Prisoners who break the rules because of their illnesses are punished. Even self-mutilation and attempted suicide are dealt with as disciplinary matters. Mentally ill prisoners who break too many rules, who "act out" or who are otherwise unpleasant or disruptive, are locked up interminably in segregated units or supermax prisons that provide high-security solitary confinement.

Indeed, these special segregation or isolation units are disproportionately populated by mentally ill prisoners. There they live 24 hours a day in small, sometimes windowless cells, allowed out for solitary exercise in a barren space a few times a week. They have little or nothing to do all day. Mental health treatment and programs are even worse for isolated prisoners than elsewhere in the prison systems.

Prolonged solitary confinement is hard enough for anyone. But it can be overwhelming for people whose coping mechanisms are weakened by mental illness. Many will break down completely into acute psychosis, and then have to be taken to a hospital for intensive psychiatric treatment. Once stabilized, they are returned to solitary confinement, where the cycle of their deterioration repeats.

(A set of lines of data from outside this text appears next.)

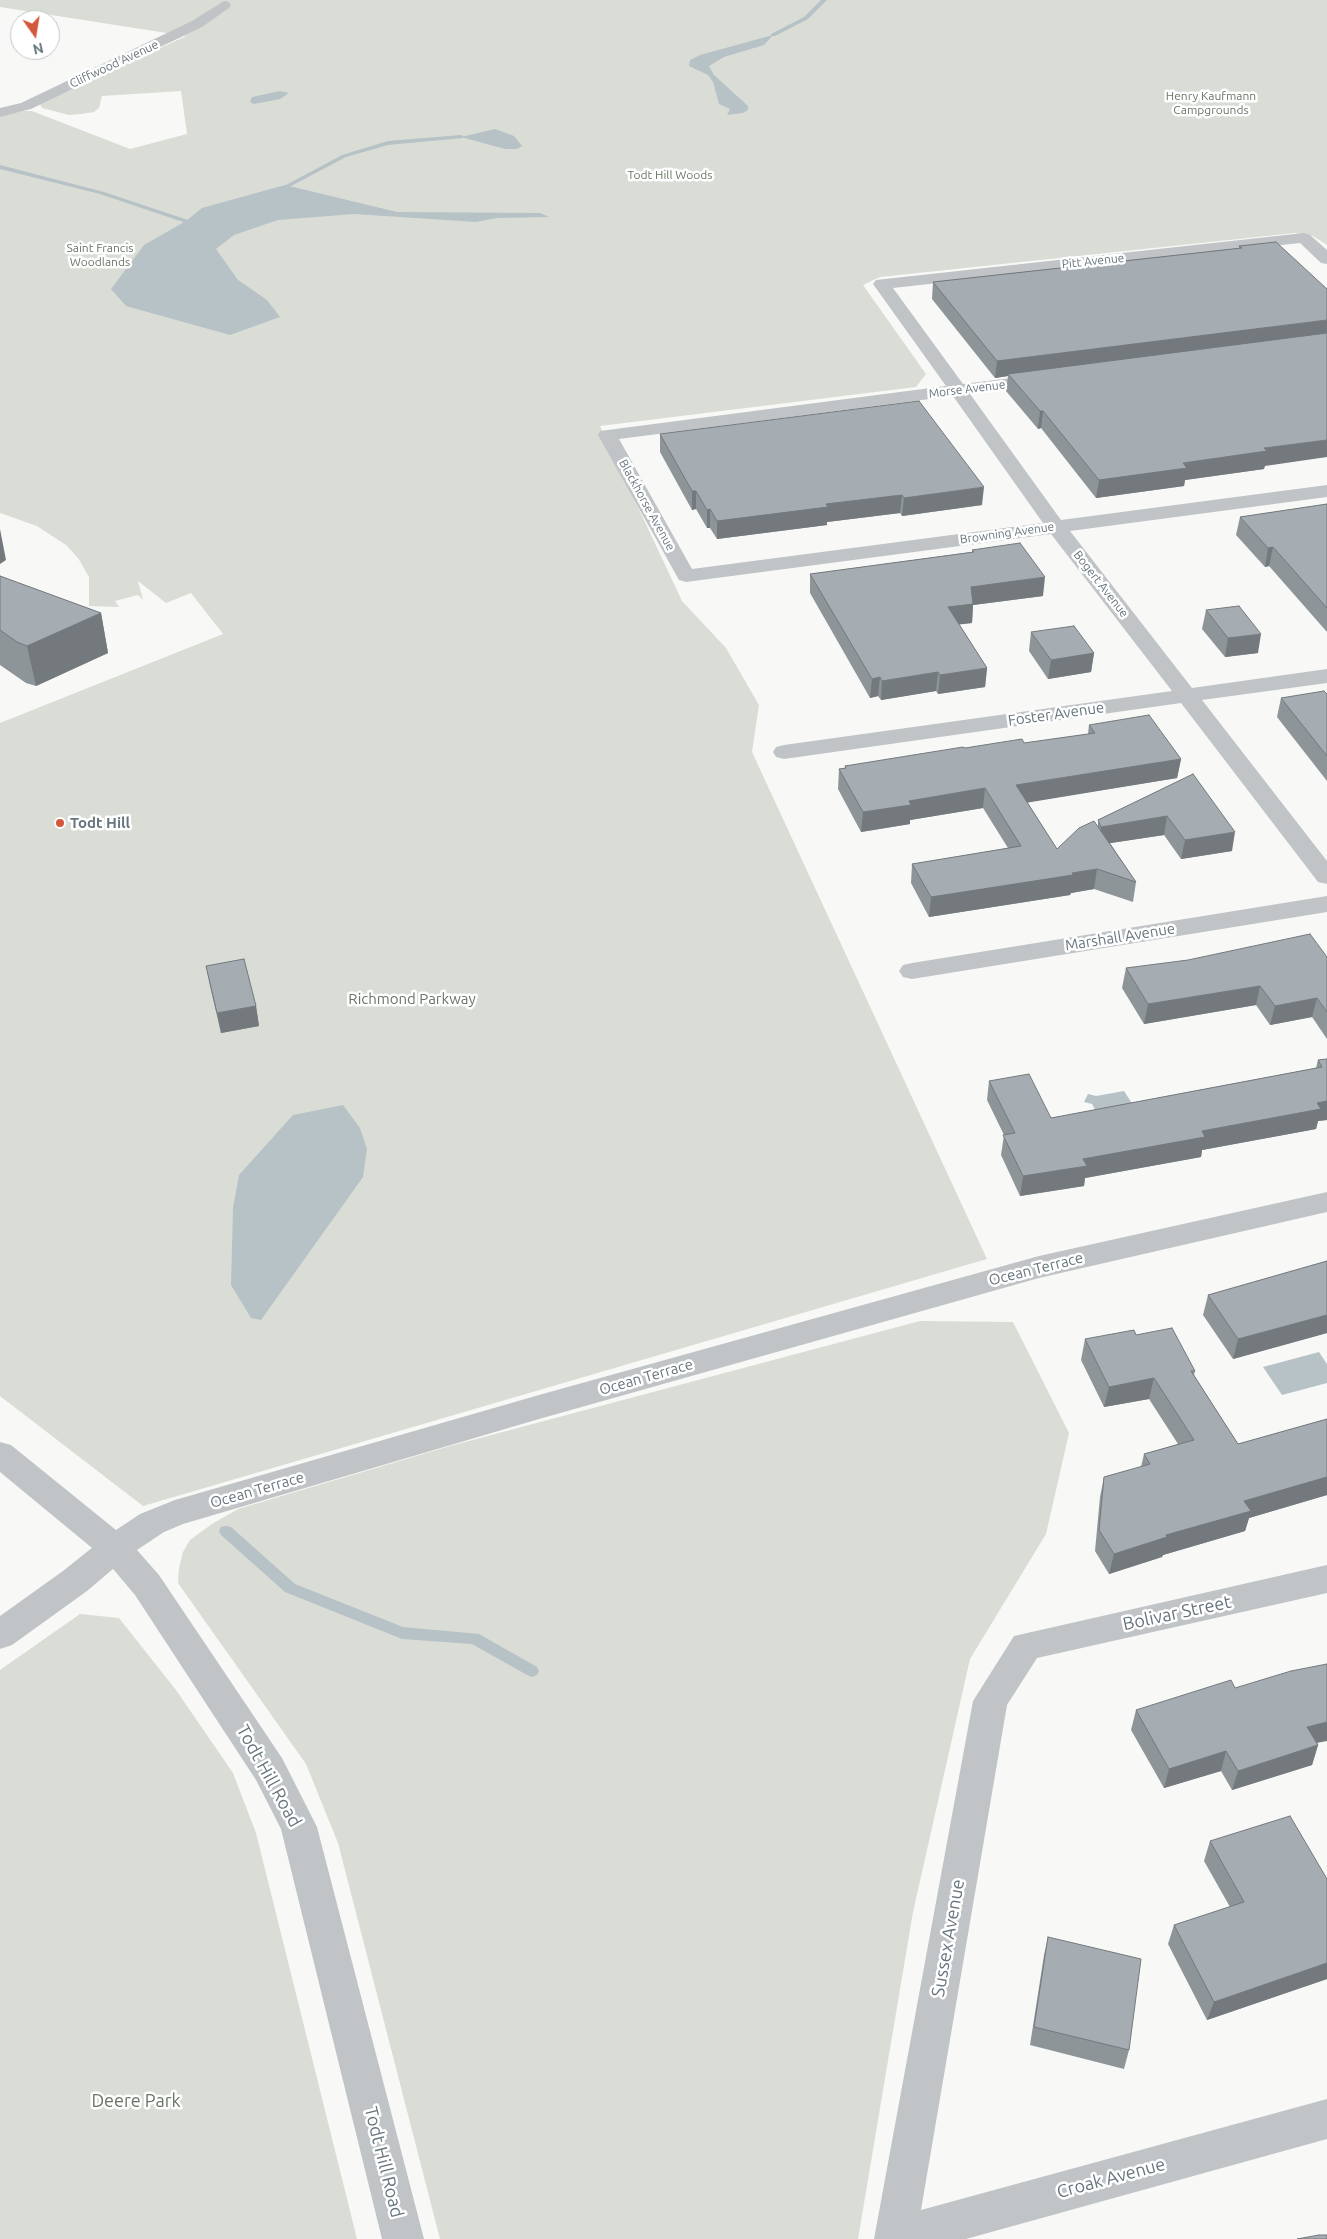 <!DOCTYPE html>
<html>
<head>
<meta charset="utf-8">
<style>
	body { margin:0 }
	#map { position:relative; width:1327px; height:2239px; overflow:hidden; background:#f8f8f6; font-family:Ubuntu,sans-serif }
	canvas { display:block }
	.north { position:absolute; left:10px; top:10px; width:50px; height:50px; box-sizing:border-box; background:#fff; border:1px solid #c2c8cb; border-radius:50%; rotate:167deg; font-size:14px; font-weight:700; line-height:20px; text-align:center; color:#66757e }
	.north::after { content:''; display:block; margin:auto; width:18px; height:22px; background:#d3573b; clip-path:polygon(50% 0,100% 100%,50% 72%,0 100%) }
</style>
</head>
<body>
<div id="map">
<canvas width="1327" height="2239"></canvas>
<div class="north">N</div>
</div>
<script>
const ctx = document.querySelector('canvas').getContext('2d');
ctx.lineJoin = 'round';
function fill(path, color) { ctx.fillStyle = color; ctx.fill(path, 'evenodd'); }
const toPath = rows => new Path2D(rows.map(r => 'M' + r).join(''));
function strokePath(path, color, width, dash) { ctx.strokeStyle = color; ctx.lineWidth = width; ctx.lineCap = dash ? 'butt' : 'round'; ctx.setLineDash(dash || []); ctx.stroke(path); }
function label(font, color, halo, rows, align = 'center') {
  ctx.font = font + ' Ubuntu,sans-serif'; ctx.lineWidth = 5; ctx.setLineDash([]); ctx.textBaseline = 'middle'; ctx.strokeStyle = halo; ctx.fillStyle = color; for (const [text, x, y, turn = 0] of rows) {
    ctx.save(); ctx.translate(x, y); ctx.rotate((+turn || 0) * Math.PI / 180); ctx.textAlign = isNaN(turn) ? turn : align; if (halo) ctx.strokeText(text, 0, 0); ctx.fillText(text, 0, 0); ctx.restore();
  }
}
const green = toPath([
	[0,0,1327,0,1327,245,1313,236,1295,233,880,277,863,285,926,374,916,387,600,426,682,601,726,648,759,705,752,752,987,1259,143,1506,0,1396,0,723,223,634,191,593,166,603,138,581,143,600,138,595,115,601,119,607,89,606,89,577,78,558,66,545,37,526,0,513,0,116,24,111,32,111,130,149,187,134,181,91,102,96,99,108,94,112,81,114,69,115,42,108,40,104,186,36,0,7],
	[920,1321,1013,1322,1069,1433,1046,1534,970,1659,913,1912,858,2239,440,2239,338,1843,306,1764,178,1583,179,1568,183,1552,190,1540,212,1524,238,1509,450,1446],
	[80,1614,119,1618,176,1690,233,1773,256,1833,357,2239,0,2239,0,1670]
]);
const water = toPath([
	[773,35,764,45,724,57,709,66,714,75,748,106,748,110,743,113,727,115,730,109,719,104,713,82,708,75,689,66,690,60,700,55],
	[280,91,289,93,280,99,254,104,250,102,252,97],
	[495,129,514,136,522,146,517,149,505,149,461,137],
	[285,185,397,212,540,213,549,217,497,218,476,222,354,214,278,220,234,235,216,249,238,280,267,300,280,317,230,335,126,306,111,289,144,245,186,221,202,208],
	[1124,1091,1135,1108,1098,1115,1092,1104,1084,1102,1088,1094,1096,1096],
	[343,1105,360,1128,367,1149,363,1177,261,1320,251,1318,231,1285,233,1208,239,1175,293,1115],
	[1319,1352,1327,1364,1327,1383,1282,1395,1263,1367]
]);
const stream = toPath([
	[821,0,827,0,808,19,775,36,771,36,771,34,804,17,821,0],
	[461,135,463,136,463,138,388,145,346,157,276,194,271,193,342,155,388,141,461,135],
	[0,165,104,192,188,220,191,235,188,237,185,235,183,222,100,194,0,169,0,165],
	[226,1526,231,1527,295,1584,403,1627,479,1634,537,1667,539,1671,537,1675,532,1677,527,1675,472,1644,402,1639,285,1592,221,1535,219,1531,221,1527,226,1526]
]);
const minor = toPath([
	[224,1,229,2,231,5,229,8,202,27,31,109,0,117,0,108,21,103,192,21,224,1],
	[1304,233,1310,235,1327,250,1327,264,1321,263,1300,243,893,288,963,384,1044,374,1050,375,1053,379,1050,383,1044,384,970,394,1061,520,1327,485,1327,497,1070,531,1192,688,1327,669,1327,683,1202,700,1327,861,1327,884,1318,882,1181,703,784,759,776,757,773,752,776,747,784,745,1172,691,1051,534,686,582,679,580,598,435,600,431,946,386,873,284,876,280,1304,233],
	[953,396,1043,523,692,569,619,439,953,396],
	[1327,896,1327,912,912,979,903,977,899,971,903,965,912,963,1327,896],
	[115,1535,127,1539,131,1548,127,1557,87,1591,12,1645,0,1649,0,1616,63,1571,103,1539,115,1535],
	[1327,1565,1327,1593,1037,1658,1007,1705,921,2210,1327,2099,1327,2139,966,2239,874,2239,973,1701,1014,1636,1327,1565]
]);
const tertiary = toPath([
	[1327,1192,1327,1212,1039,1278,539,1419,183,1524,164,1532,137,1550,159,1575,282,1758,317,1827,424,2239,382,2239,281,1829,256,1780,135,1595,103,1557,0,1472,0,1442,11,1445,116,1530,140,1514,175,1500,539,1395,1039,1256,1327,1192]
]);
const wall = toPath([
	[1276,242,1264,469,1185,480,1184,486,1096,498,1041,428,1038,429,1006,391,1008,376,995,378,932,299,933,282,1239,248,1239,246],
	[660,434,982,505,902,516,900,513,827,522,827,525,717,539,710,528,707,528,696,509,692,510,660,452],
	[1327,504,1327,632,1269,566,1265,567,1236,535,1240,517],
	[972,550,1043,596,973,605,972,623,959,624,987,668,985,687,938,694,936,691,881,700,878,696,870,698,810,593,810,574,972,552],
	[0,576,101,613,108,653,36,686,26,683,0,665],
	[1206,610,1258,653,1225,657,1202,629],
	[1031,632,1094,653,1091,672,1048,679,1029,651],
	[1327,694,1327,781,1277,717,1281,698],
	[1089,725,1181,759,1177,778,1027,802,1057,849,1098,826,1098,820,1193,774,1232,851,1181,859,1164,835,1110,843,1136,882,1133,902,1094,889,1071,893,1070,895,929,917,911,883,912,864,1008,848,983,808,910,820,910,824,861,832,838,789,839,769,845,768,845,766,965,748,1024,743,1088,734],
	[1327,957,1327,1039,1312,1017,1270,1025,1256,1005,1144,1024,1122,988,1126,968],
	[206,966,256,1006,259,1026,221,1033,210,986],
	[1327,1059,1327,1120,1318,1121,1316,1129,1202,1150,1201,1157,1085,1178,1084,1186,1020,1196,1001,1155,1004,1135,987,1100,989,1081,1051,1118,1316,1068,1318,1060],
	[1327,1261,1327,1333,1233,1359,1203,1315,1208,1295],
	[1136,1335,1195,1371,1194,1375,1238,1444,1327,1419,1327,1495,1249,1518,1245,1531,1163,1555,1162,1557,1109,1574,1095,1551,1100,1497,1104,1477,1141,1467,1144,1454,1178,1444,1149,1399,1104,1407,1081,1360,1085,1339],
	[1235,1688,1317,1743,1318,1745,1312,1765,1232,1790,1221,1771,1164,1788,1131,1730,1136,1710],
	[1210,1841,1327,1879,1327,1979,1207,2020,1168,1944,1174,1925,1230,1907,1204,1861],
	[1048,1937,1129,2050,1124,2069,1030,2045,1044,1955]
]);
const shadedWall = toPath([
	[1327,320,1327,337,1008,374,1008,376,995,378,997,361],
	[1040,411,1043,411,1041,428,1038,429],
	[1327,440,1327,457,1265,466,1264,469,1185,480,1184,486,1096,498,1099,480,1264,448],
	[984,487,982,505,902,516,904,498],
	[692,491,696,491,696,509,692,510],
	[902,495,900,513,827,522,827,525,717,539,717,521,826,504],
	[710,509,710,528,707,528,707,510],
	[0,529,6,560,0,564],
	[1273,547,1269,566,1265,567,1268,548],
	[1045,577,1043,596,973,605,972,623,946,626,948,607,971,587],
	[101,613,108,653,36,686,27,646],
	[1261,634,1258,653,1225,657,1228,638],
	[1094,653,1091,672,1048,679,1051,660],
	[987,668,985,687,938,694,940,675],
	[938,672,936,691,881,700,882,681],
	[880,677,878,696,870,698,872,679],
	[1181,759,1177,778,1013,805,1016,785],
	[985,788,983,808,910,820,910,824,861,832,863,812,909,801],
	[1167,816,1164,835,1098,845,1101,827],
	[1235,832,1232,851,1181,859,1185,840],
	[1097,869,1094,889,1071,893,1070,895,929,917,931,897],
	[1260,986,1256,1005,1144,1024,1148,1004],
	[1317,998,1312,1017,1270,1025,1275,1006],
	[256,1006,259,1026,221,1033,217,1013],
	[1327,1101,1327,1120,1318,1121,1316,1129,1202,1150,1201,1157,1085,1178,1084,1186,1020,1196,1023,1176,1083,1159],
	[1327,1315,1327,1333,1233,1359,1238,1339],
	[1154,1378,1149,1399,1104,1407,1109,1387],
	[1327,1477,1327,1495,1249,1518,1245,1531,1163,1555,1162,1557,1109,1574,1114,1554,1166,1535,1244,1501],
	[1327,1722,1327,1741,1300,1746,1307,1727],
	[1318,1745,1312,1765,1232,1790,1238,1771],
	[1226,1751,1221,1771,1164,1788,1169,1769],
	[1327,1963,1327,1979,1207,2020,1214,2002]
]);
const building = toPath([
	[1276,242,1327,289,1327,320,997,361,933,282,1242,248,1239,246,1276,242],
	[1327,333,1327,440,1264,448,1267,451,1183,463,1187,468,1099,480,1043,411,1040,411,1008,374,1327,333],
	[919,401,984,487,904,498,902,495,826,504,828,507,717,521,710,509,707,510,696,491,692,491,660,434,919,401],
	[1327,504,1327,608,1273,547,1268,548,1240,517,1327,504],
	[1020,543,1045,577,971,587,973,604,948,607,987,668,940,675,938,672,882,681,880,677,872,679,810,574,974,552,972,550,1020,543],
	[0,576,101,613,27,646,17,642,0,630,0,576],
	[1239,606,1261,634,1228,638,1206,610,1239,606],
	[1074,626,1094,653,1051,660,1031,632,1074,626],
	[1324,691,1327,694,1327,756,1281,698,1324,691],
	[1149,715,1181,759,1016,785,1057,849,1079,828,1094,821,1136,882,1097,869,1072,873,1073,875,931,897,912,864,1021,846,985,788,909,801,911,805,863,812,839,769,846,768,845,766,963,747,965,748,1022,739,1024,743,1095,733,1089,725,1149,715],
	[1193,774,1235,832,1185,840,1167,816,1101,827,1098,820,1193,774],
	[1310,934,1327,957,1327,1012,1317,998,1275,1006,1260,986,1148,1004,1126,968,1188,960,1310,934],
	[244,959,256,1006,217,1013,206,966,244,959],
	[1327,1059,1327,1101,1317,1103,1321,1109,1202,1131,1205,1137,1083,1159,1087,1166,1023,1176,1003,1135,1015,1133,989,1081,1029,1074,1051,1118,1322,1067,1318,1060,1327,1059],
	[1327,1261,1327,1315,1238,1339,1208,1295,1327,1261],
	[1172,1328,1195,1371,1191,1371,1238,1444,1327,1419,1327,1477,1244,1501,1251,1511,1166,1535,1167,1537,1114,1554,1099,1530,1104,1477,1150,1464,1144,1454,1194,1440,1154,1378,1109,1387,1085,1339,1134,1330,1136,1335,1172,1328],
	[1327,1664,1327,1722,1307,1727,1318,1745,1238,1771,1226,1751,1169,1769,1136,1710,1231,1680,1235,1688,1291,1671,1327,1664],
	[1290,1816,1327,1879,1327,1963,1214,2002,1174,1925,1244,1902,1210,1841,1290,1816],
	[1048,1937,1141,1959,1129,2050,1034,2027,1048,1937],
	[1319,2235,1327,2235,1327,2239,1297,2239,1319,2235]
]);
const markers = [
	[60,823,5,"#d3573b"]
];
const farStreetnames = [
	["Cliffwood Avenue",114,64,-25],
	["Pitt Avenue",1093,261,-6],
	["Morse Avenue",967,389,-7],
	["Blackhorse Avenue",647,505,61],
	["Browning Avenue",1007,533,-8],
	["Bogert Avenue",1101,584,52]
];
const farParknames = [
	["Henry Kaufmann",1211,96],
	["Campgrounds",1211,110],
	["Todt Hill Woods",670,175],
	["Saint Francis",100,248],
	["Woodlands",100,262]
];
const streetNames = [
	["Foster Avenue",1056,714,-8],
	["Marshall Avenue",1120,937,-9],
	["Ocean Terrace",1036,1269,-14],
	["Ocean Terrace",646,1377,-16],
	["Ocean Terrace",257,1490,-16]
];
const poiNames = [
	["Todt Hill",70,823]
];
const parkNames = [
	["Richmond Parkway",412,999]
];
const nearStreetnames = [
	["Bolivar Street",1177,1613,-12],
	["Todt Hill Road",269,1776,61],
	["Sussex Avenue",948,1938,-80],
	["Todt Hill Road",384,2162,76],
	["Croak Avenue",1111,2178,-15]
];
const nearParknames = [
	["Deere Park",136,2101]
];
fill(green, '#d9ddd6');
fill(water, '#b7c2c6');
fill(stream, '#b7c2c6');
fill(minor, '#c0c4c7');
fill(tertiary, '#c0c4c7');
fill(wall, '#8e9599');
fill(shadedWall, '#74797d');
fill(building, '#a5adb2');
strokePath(building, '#74797d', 1);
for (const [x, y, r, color] of markers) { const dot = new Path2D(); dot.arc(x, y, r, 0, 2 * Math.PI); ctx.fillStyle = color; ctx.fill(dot); strokePath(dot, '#fff', 2); }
label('12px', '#66757e', '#fff', farStreetnames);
label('12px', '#687765', '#fff', farParknames);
label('15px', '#66757e', '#fff', streetNames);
label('bold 15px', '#66757e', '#fff', poiNames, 'left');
label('15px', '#687765', '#fff', parkNames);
label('18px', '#66757e', '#fff', nearStreetnames);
label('18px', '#687765', '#fff', nearParknames);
</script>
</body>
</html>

The misery of the mentally ill in prison is not only appalling, it is unnecessary. Recommendations abound for effective steps that would strengthen community-based mental health services. There is also growing recognition of the need to divert nonviolent mentally ill offenders from the criminal justice system into treatment facilities and to ensure that dangerous offenders with mental illness are confined in secure facilities that meet their mental health needs.

Some Americans no doubt question why mentally ill offenders should receive publicly funded mental health care when countless people who have not committed a crime cannot. The answer is that everyone in the United States should have access to medical and mental health care for serious illnesses. Unfortunately, the Constitution only recognizes the state's obligation to care for those who are incarcerated. The state must meet the medical and mental health needs of those who are locked up and therefore dependent on the state for all their needs because they quite literally cannot care for themselves.

But if the law and compassion are not sufficient motivation to improve mental health services in prison, then self-interest should be. Communities are little served if mentally ill offenders are released from prison, as most eventually will be, in worse shape than when they went in.

Jamie Fellner is the director of the U.S. Program at Human Rights Watch and Sasha Abramsky is consultant to Human Rights Watch. They are co-authors of the Human Rights Watch report, "Ill-Equipped: U.S. Prisons and Offenders With Mental Illness."